Akan tetapi, begitu tiba giliran Yue Buqun menyapa Yu Canghai, ketua Huashan itu tetap menampilkan wajah ramah dengan sedikit membungkukkan badan. Ia berkata, “Pendeta Yu, sudah lama kita tidak bertemu. Kau terlihat jauh lebih hebat.”
Yu Canghai segera balas membungkuk dan menjawab, “Sepertinya kau juga semakin matang, Tuan Yue.”

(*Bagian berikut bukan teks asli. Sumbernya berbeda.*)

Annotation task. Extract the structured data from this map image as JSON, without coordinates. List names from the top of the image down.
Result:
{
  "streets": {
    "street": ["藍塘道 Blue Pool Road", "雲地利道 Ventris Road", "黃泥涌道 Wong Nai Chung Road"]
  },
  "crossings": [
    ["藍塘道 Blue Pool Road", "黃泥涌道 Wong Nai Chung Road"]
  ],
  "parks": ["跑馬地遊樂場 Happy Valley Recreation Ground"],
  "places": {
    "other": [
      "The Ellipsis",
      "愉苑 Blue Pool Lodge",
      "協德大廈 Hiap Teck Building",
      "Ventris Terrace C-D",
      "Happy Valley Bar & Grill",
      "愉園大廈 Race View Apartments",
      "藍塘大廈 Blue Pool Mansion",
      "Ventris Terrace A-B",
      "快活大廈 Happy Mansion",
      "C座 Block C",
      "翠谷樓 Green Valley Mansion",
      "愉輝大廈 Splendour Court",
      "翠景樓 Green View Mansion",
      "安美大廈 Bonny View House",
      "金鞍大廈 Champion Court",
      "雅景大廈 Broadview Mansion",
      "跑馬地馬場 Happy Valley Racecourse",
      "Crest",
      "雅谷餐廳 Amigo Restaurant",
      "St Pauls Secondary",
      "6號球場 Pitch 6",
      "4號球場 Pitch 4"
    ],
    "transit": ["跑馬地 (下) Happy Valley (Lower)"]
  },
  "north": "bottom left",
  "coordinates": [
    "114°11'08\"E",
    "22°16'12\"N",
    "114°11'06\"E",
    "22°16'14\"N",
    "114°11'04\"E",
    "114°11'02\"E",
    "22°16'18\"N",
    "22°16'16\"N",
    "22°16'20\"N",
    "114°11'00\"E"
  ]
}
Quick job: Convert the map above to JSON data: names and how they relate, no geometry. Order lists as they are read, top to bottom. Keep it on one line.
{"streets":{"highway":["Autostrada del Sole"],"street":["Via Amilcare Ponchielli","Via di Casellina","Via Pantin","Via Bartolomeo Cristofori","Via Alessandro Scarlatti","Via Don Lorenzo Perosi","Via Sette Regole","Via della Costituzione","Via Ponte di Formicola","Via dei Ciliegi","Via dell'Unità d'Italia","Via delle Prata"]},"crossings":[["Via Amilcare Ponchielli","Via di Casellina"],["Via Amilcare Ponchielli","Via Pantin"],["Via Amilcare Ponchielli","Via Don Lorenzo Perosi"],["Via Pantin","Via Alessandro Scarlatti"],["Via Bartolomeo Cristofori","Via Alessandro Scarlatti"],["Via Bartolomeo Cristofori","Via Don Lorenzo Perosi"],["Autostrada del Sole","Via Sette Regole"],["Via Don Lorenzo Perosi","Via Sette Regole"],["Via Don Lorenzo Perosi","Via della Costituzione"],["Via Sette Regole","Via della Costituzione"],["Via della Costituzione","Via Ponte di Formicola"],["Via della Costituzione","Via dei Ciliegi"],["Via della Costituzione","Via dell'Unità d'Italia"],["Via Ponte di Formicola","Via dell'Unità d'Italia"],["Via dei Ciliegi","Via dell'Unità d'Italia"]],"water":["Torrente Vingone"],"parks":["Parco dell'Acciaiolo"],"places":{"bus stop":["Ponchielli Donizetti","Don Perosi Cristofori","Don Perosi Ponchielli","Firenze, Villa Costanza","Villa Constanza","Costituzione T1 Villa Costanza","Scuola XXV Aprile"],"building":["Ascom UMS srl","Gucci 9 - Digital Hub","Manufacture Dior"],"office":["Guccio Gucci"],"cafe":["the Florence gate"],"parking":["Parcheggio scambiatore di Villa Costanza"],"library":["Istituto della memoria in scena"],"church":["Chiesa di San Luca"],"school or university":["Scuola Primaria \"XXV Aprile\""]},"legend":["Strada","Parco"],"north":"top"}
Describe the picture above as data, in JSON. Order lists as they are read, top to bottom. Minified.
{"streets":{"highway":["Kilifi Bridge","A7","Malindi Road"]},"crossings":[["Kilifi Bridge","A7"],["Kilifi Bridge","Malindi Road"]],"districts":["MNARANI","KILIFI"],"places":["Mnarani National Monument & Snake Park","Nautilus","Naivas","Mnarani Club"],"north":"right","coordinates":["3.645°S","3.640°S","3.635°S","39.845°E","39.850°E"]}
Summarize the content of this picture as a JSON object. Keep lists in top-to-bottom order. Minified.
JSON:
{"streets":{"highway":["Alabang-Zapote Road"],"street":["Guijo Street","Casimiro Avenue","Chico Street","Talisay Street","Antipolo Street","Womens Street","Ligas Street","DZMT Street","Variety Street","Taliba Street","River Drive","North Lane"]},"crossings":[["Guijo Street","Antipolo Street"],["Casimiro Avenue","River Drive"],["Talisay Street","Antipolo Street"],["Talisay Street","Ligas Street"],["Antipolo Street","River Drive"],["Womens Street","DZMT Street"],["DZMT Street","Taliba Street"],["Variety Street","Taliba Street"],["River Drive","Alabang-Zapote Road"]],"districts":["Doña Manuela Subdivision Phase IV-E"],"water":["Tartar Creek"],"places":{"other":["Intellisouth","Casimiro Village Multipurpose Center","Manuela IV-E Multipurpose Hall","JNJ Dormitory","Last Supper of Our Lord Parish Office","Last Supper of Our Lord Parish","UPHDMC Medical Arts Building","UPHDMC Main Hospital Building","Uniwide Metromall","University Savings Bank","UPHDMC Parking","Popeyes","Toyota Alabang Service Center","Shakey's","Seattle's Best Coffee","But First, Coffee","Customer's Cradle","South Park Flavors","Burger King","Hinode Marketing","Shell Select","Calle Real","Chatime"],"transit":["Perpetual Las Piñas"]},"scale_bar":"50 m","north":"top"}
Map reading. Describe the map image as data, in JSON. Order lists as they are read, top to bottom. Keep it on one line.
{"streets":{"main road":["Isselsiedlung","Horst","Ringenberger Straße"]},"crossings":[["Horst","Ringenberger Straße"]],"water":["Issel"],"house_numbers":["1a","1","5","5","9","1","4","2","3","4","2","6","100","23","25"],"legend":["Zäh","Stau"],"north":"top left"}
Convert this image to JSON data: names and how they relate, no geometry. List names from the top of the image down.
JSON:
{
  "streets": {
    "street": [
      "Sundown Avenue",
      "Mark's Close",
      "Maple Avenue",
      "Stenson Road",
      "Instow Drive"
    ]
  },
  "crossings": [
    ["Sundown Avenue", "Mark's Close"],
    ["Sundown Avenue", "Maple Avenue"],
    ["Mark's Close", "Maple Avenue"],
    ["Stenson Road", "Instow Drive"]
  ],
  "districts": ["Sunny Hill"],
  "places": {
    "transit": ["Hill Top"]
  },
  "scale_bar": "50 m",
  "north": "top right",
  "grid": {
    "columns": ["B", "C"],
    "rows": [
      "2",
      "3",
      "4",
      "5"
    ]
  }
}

Liu Zhengfeng lalu mendampingi tamu kehormatannya itu beserta para tokoh papan atas lainnya masuk ke dalam ruangan utama. Terlihat para tamu bercakap-cakap satu sama lain, dan sebagian dari mereka berbondong-bondong menyambut kedatangan Yue Buqun. Hari itu adalah hari pelaksanaan upacara Cuci Tangan Baskom Emas. Dengan menjalani upacara tersebut, Liu Zhengfeng resmi mengundurkan diri dari dunia persilatan. Sekitar satu jam menjelang tengah hari, Liu Zhengfeng masuk ke dalam untuk mempersiapkan diri, sementara urusan melayani tamu diserahkan kepada murid-muridnya yang dipimpin Xiang Danian dan Mi Weiyi.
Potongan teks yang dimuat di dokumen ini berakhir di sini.